Il se leva d’un bond, silencieux. Avança à pas de loup jusqu’à la porte entrouverte. Il jeta un œil dans le couloir.
Rien.
Mais une lumière était allumée dans la cuisine, en bas. Il descendit.
Jade était là. En sweat trop grand, une tasse entre les mains. Les yeux cernés. Les pieds nus sur le carrelage froid.
Elle ne sursauta pas en le voyant.
— Mauvais rêve ? demanda-t-elle sans détour.
— Tu veilles souvent à trois heures du matin ? rétorqua-t-il.
— Mon cerveau aime pas dormir quand j’ai dû tuer quelqu’un, répondit-elle sans émotion.
Un silence. Il s’assit en face d’elle, sans un mot. Elle poussa une tasse vers lui.
— Tisane. Pas ton genre, j’imagine.
Il la fixa un instant. Puis prit la tasse. Une gorgée. Amère. Presque chaude.
— Je t’ai vue dans mon rêve, murmura-t-il.
Elle haussa un sourcil.
— J’étais sympa ou flippante ?
— Les deux.
Un micro-sourire naquit sur ses lèvres, mais il ne dura pas.
Il baissa les yeux. Murmura :
— J’ai perdu quelqu’un, y’a longtemps. Une petite. Une… presque fille.
Elle ne dit rien.
— Elle n’était pas à moi. Mais j’aurais dû la protéger.
Jade ne parla pas. Ne le jugea pas. Elle s’adossa simplement à la table, le regardant avec une intensité tranquille.
— Tu crois que tu peux contrôler le monde, dit-elle. Mais y’a toujours quelque chose qui t’échappe. Quelque chose qui te bouffe quand tu dors.
Leurs regards se croisèrent.
Grayson sentit quelque chose se fissurer en lui.
Pas une faiblesse.
Une faille.
Et Jade… elle la voyait. Elle ne l’exploitait pas. Elle la reconnaissait.
— Tu ferais mieux d’aller dormir, dit-elle finalement. Demain, ça ira encore plus mal.

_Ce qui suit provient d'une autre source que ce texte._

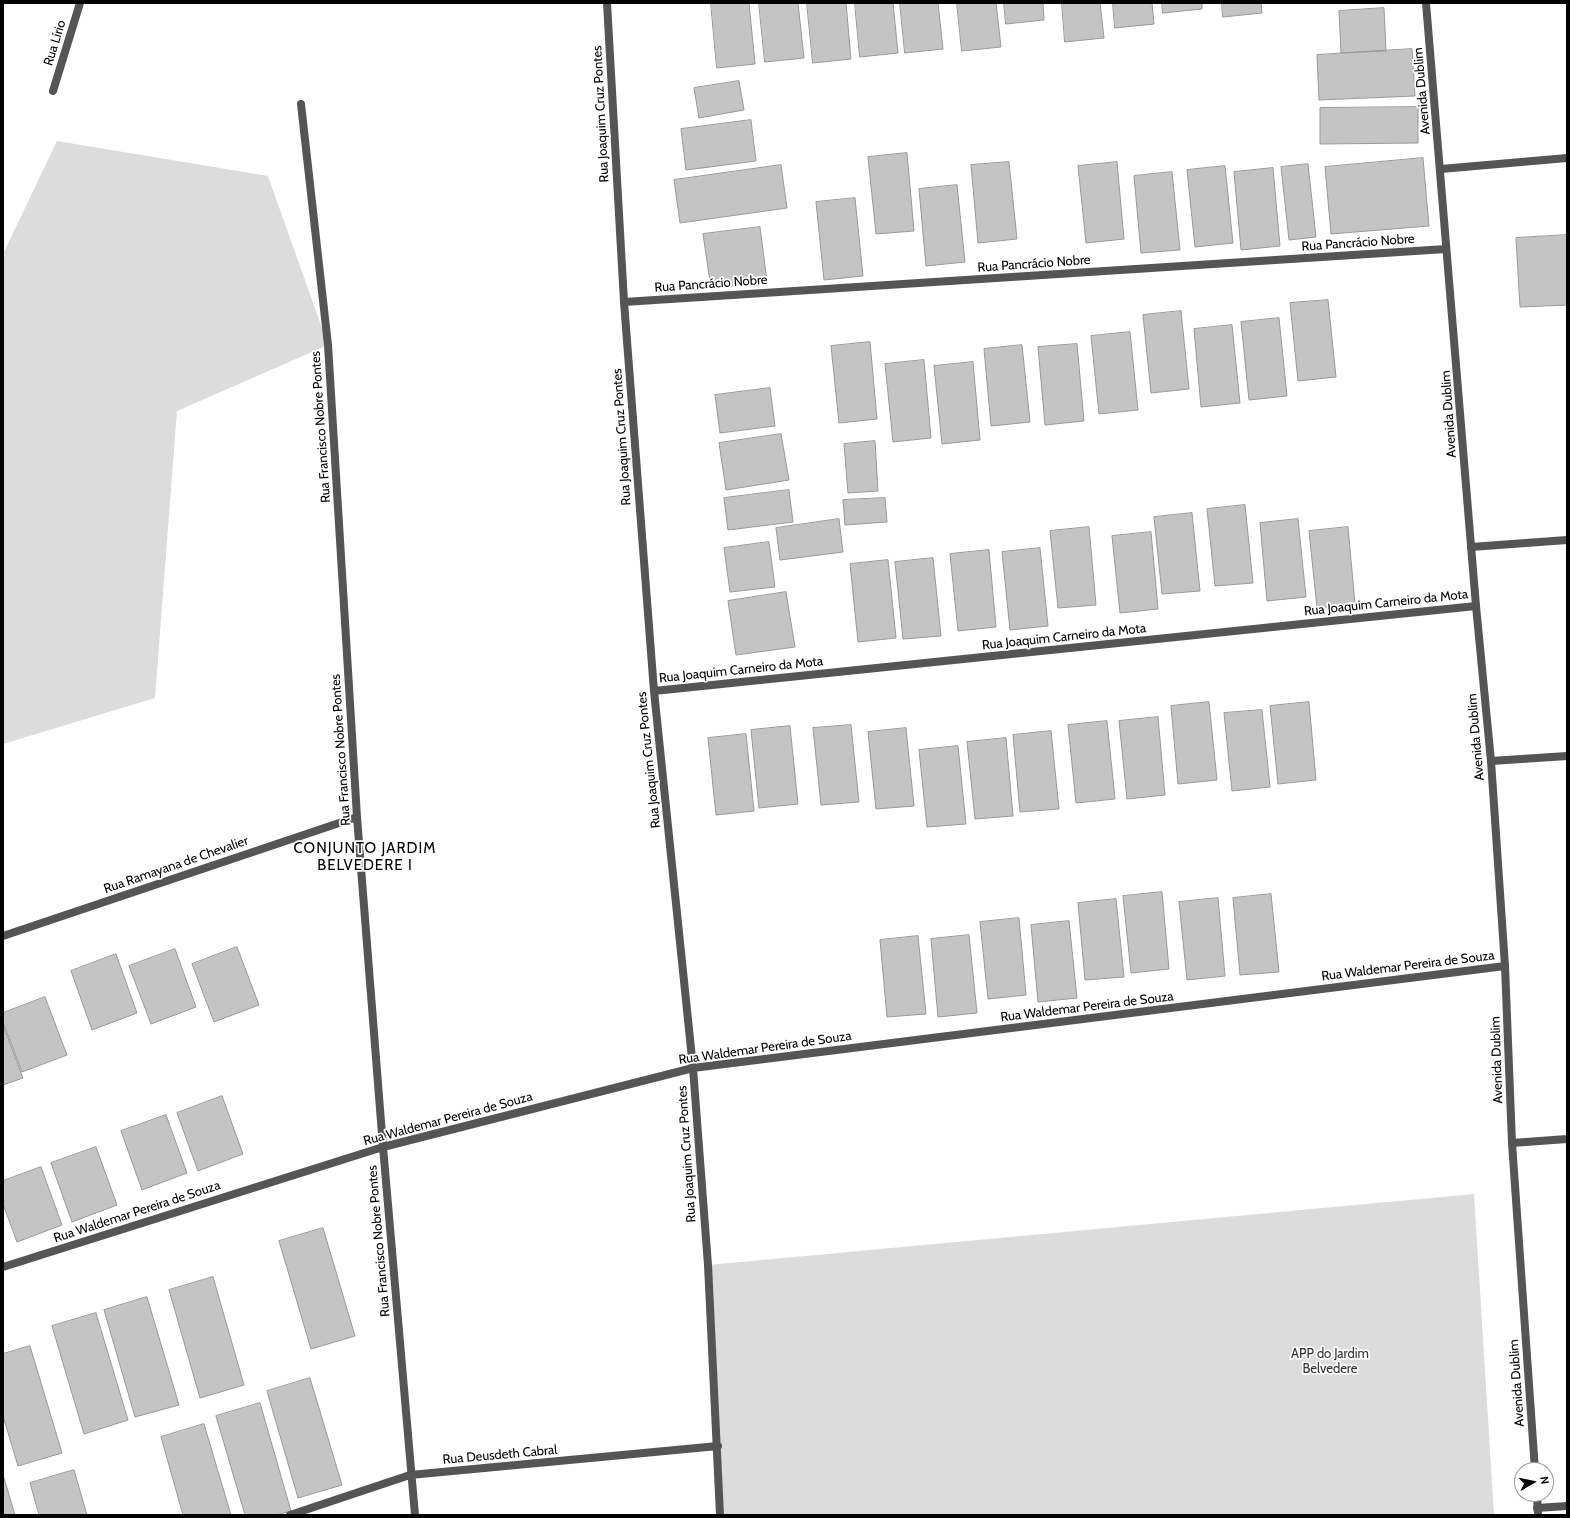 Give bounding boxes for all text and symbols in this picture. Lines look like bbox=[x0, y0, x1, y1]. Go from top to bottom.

— Tu crois que je suis en danger ?
— Je crois que t’es un type puissant, et que quelqu’un t’a attiré dans un piège. Et que si t’étais tout seul ce soir, tu serais peut-être déjà mort.
Il hocha lentement la tête.
— Tu veux que je parte demain matin, c’est ça ?
— Je veux que tu survives. Ensuite, tu fais ce que tu veux.
Elle se leva, sans attendre de réponse.
— Bonne nuit, Blackwell.
Et elle disparut dans le couloir, laissant Grayson seul avec sa tasse tiède et ses pensées plus glaciales que jamais.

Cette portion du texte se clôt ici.